If you’re lucky enough to be heading to Royal Ascot this year (15-19 June) but are yet to decide on your outfit, do not fear. H&H’s here to help with the ultimate guide to the Royal Ascot dress code for each enclosure — from the length of dresses, to the width of straps and what young racegoers should be wearing, too.
While many racing fans dressed up for the occasion from home in 2020, this year the event forms part of the second phase of the Government’s Events Research Programme, with a capacity of 12,000 guests on each of the five days.
Here’s a look at what (and what not) to wear if you’re attending this year…
The Royal Enclosure dress code
- Hats should be worn, however, a headpiece that has a solid base of four inches (10cm) or more in diameter is allowed as an alternative.
- Dresses and skirts should be of “modest length”, which is defined as falling just above the knee or longer.
- Straps on any dresses should be one inch thick or greater.
- Jackets and pashminas are allowed, however, the dress underneath still needs to comply with the Royal Enclosure dress code.
- Trouser suits are welcome but should be full length and both the material and colour should match.
- Jump suits are allowed, but should fall below the knee and match the same strap regulations as dresses.
What is not allowed?
- No strapless outfits or anything that is “off the shoulder” or halter neck style. Spaghetti straps are a definite no in the Royal Enclosure.
- Dresses or tops with sheer straps or sleeves.
- Strictly no midriffs on show.
- No fascinators or headpieces with a base measuring less than four inches in this enclosure.

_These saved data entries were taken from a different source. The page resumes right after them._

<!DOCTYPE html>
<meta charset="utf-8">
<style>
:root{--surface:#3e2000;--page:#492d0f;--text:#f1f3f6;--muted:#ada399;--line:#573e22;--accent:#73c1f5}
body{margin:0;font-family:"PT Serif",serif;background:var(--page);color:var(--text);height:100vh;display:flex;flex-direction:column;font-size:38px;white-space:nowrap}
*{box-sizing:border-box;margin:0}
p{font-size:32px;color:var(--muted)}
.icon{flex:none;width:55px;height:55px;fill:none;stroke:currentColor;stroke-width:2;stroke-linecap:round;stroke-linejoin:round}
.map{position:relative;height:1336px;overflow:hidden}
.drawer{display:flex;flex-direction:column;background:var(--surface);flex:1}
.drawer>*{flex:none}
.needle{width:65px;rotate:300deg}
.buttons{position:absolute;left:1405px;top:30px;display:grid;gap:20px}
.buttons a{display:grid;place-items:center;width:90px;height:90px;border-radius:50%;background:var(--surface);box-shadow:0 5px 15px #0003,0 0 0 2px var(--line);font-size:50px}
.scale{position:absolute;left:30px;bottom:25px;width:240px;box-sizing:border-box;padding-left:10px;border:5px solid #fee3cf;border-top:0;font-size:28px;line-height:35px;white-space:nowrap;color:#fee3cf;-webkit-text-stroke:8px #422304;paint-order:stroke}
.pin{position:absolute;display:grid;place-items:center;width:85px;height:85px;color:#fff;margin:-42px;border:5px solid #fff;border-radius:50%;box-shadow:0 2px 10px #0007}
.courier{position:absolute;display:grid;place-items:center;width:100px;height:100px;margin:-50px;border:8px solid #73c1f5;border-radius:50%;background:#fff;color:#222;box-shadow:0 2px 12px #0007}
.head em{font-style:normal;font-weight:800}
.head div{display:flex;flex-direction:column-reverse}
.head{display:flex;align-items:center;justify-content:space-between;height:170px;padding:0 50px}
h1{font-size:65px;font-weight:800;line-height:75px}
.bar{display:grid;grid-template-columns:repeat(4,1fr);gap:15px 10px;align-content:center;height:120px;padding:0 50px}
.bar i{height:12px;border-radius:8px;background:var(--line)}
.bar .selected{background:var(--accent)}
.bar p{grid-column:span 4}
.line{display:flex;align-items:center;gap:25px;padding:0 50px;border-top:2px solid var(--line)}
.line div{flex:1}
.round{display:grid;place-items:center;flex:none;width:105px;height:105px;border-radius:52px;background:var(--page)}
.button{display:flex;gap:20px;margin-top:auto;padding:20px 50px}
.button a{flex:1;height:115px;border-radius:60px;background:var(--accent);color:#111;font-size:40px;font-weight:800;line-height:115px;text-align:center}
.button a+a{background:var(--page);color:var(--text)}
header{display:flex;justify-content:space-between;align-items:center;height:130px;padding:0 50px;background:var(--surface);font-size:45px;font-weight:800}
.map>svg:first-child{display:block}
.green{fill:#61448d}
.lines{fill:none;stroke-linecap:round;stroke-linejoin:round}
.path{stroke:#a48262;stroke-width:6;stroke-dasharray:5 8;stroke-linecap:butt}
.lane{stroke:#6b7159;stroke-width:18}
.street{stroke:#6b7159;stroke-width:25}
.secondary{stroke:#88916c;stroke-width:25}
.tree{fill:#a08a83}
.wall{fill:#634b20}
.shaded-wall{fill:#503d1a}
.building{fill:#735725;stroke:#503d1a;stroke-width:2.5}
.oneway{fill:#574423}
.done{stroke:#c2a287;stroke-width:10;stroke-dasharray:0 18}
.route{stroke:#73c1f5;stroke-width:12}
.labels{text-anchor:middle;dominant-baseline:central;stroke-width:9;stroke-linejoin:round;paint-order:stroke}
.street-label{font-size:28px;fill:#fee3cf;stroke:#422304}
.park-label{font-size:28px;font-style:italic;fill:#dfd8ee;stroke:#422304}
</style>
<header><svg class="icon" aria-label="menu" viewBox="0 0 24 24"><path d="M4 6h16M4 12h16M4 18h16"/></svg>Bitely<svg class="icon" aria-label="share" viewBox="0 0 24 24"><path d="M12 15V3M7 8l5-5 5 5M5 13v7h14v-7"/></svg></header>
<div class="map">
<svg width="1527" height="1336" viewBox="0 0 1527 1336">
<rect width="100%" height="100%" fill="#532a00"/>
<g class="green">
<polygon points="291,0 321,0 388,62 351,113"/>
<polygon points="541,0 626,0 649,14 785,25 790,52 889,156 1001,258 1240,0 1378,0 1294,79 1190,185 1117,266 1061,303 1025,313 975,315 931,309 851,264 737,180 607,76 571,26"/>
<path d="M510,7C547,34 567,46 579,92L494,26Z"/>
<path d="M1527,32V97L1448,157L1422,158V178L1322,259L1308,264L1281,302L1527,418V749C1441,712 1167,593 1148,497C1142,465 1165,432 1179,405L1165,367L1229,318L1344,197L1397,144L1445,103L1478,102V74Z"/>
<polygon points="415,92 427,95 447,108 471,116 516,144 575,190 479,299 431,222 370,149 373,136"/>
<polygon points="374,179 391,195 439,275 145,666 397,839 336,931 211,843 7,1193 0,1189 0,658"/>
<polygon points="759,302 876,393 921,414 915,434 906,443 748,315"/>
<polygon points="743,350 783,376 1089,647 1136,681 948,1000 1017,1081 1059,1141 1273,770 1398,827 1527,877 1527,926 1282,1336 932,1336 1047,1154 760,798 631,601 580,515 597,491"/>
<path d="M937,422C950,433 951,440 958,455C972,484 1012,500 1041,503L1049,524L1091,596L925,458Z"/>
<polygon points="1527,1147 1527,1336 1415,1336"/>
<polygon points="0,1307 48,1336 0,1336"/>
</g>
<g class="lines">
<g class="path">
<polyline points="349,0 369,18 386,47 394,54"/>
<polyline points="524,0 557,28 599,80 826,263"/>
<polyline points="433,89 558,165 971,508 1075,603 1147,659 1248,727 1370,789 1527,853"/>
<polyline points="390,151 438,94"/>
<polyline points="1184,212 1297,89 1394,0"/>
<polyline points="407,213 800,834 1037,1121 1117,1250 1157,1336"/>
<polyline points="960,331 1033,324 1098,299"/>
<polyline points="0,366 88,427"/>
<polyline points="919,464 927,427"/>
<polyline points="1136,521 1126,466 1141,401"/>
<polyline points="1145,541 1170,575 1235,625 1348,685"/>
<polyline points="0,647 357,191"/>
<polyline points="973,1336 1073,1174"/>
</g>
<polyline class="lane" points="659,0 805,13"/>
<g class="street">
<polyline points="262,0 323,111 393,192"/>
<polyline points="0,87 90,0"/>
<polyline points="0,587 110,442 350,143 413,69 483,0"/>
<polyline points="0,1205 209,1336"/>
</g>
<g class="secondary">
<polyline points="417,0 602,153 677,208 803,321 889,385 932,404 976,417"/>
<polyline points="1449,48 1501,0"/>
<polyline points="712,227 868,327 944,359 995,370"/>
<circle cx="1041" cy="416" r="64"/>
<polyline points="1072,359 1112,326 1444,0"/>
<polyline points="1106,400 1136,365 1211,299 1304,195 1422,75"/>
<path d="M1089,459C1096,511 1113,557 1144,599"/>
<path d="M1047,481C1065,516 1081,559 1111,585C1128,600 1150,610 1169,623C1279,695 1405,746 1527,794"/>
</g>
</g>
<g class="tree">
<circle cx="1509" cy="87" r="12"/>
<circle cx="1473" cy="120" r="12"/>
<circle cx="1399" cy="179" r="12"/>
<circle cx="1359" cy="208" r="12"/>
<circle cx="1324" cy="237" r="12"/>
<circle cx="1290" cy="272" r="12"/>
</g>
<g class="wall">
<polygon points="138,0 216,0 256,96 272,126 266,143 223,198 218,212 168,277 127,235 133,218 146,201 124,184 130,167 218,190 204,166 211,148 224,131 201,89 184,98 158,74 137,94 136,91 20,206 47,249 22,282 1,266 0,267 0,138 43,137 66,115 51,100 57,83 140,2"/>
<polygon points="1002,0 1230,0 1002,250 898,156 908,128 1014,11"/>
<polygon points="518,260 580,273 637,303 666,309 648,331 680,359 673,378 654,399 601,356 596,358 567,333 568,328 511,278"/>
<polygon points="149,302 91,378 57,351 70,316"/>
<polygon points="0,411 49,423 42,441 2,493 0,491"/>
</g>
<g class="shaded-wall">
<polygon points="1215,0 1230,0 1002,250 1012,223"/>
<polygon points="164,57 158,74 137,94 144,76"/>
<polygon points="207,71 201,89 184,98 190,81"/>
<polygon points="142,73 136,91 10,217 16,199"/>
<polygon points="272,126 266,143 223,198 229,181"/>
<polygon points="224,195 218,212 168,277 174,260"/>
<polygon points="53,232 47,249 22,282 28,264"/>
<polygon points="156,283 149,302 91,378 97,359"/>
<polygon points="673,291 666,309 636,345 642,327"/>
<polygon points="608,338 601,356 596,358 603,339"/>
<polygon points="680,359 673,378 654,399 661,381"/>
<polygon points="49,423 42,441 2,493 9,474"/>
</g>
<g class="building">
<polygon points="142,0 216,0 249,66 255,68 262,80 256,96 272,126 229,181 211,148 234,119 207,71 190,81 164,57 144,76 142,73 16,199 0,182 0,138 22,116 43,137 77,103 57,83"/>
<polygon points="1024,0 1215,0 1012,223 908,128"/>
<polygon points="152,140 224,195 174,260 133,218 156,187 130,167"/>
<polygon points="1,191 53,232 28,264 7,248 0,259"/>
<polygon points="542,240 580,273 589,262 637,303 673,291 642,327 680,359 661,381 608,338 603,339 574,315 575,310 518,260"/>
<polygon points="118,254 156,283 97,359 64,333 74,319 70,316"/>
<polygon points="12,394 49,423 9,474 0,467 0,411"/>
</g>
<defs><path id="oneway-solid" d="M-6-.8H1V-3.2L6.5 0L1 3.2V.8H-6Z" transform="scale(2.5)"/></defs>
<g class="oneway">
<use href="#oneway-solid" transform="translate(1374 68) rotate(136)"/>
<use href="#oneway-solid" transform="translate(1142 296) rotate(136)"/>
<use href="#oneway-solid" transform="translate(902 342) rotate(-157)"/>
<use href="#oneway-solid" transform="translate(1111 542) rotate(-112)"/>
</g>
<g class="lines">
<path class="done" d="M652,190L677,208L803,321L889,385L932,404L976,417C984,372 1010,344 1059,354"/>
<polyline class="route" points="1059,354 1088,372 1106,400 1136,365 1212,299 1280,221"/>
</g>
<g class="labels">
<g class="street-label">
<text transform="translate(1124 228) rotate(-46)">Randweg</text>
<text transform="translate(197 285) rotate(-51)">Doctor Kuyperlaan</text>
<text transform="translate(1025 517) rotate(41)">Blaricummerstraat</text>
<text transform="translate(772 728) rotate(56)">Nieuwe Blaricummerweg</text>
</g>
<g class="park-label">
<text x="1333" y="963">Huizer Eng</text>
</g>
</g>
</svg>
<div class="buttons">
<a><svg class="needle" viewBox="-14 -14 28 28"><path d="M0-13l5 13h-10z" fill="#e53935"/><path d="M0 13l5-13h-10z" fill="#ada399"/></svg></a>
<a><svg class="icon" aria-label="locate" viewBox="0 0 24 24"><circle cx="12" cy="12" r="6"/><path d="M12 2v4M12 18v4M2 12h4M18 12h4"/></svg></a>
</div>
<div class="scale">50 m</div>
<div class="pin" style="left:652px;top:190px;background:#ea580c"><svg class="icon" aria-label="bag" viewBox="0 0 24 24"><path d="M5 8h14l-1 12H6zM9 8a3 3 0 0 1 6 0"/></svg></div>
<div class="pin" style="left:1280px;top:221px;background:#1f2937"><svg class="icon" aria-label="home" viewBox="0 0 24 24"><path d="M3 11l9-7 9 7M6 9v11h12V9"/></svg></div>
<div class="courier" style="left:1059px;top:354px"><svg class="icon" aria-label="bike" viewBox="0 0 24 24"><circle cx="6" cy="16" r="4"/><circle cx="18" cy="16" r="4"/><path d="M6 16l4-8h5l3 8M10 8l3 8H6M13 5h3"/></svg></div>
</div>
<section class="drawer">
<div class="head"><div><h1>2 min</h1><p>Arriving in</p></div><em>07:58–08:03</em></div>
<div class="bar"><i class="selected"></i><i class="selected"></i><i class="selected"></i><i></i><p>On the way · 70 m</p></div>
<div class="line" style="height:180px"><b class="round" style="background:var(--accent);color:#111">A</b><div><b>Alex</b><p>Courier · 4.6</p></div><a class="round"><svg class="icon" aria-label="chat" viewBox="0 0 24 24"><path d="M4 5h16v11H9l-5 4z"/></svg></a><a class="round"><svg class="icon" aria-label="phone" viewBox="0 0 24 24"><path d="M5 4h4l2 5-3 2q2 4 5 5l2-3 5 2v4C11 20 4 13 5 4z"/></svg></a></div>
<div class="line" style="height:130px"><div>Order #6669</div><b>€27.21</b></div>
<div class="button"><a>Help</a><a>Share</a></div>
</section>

- Men must wear either black, navy or grey morning dress in the Royal Enclosure.
- A waistcoat and a tie should be worn — no cravats or bow ties please.
- Morning dress should be accompanied by a black or grey top hat, but customisation of top hats (coloured ribbon, for example) is not allowed.
- Novelty waistcoats and ties are not permitted, but discreet patterns and those of a patriotic nature (for example, a national flag) are acceptable.
- Men have to wear black shoes and socks that cover the ankle are a must.
- Girls, aged 10-17, should dress in accordance with the ladies’ dress code, however, they can wear a fascinator as an alternative to a hat — no size restriction.
- Boys, aged 10-17, should either dress in accordance with the gentlemen’s dress code or they can wear a dark-coloured lounge suit with a shirt and tie.
Queen Anne Enclosure dress code
- Ladies are encouraged to dress in a manner appropriate for a formal occasion.
- A hat, headpiece or fascinator should be worn at all times.
- Open-back styles are permitted as long as the dress or top isn’t strapless or have an off-the-shoulder or Bardot necklline.
- Trouser suits and jumpsuits must be full length and must adhere with the dress neckline and strap regulations.
What is not allowed?
- No strapless or sheer strap dresses and tops – this includes off-the-shoulder, Bardot and one-shoulder styles.
- Midriffs must not be on show.
- Shorts are not permitted.
- Men are required to wear a full-length suit with a shirt and tie.
- Jackets and trousers should be of matching colour and pattern.
- Ties should be worn at all times – bow ties and cravats are not permitted.
- Socks covering the ankle must be worn.
- Jeans, chinos and trainers are not permitted.
- Girls, aged 17 and under, should be dressed for a formal occasion (smart summer dresses, for example).
- Hats, headpieces or a fascinator may be worn but are not compulsory.
- Boys, aged 10–17, should wear a suit or jacket with a shirt and a tie.
- Younger boys, aged nine or under, should be dressed smartly but are not required to wear a jacket or tie.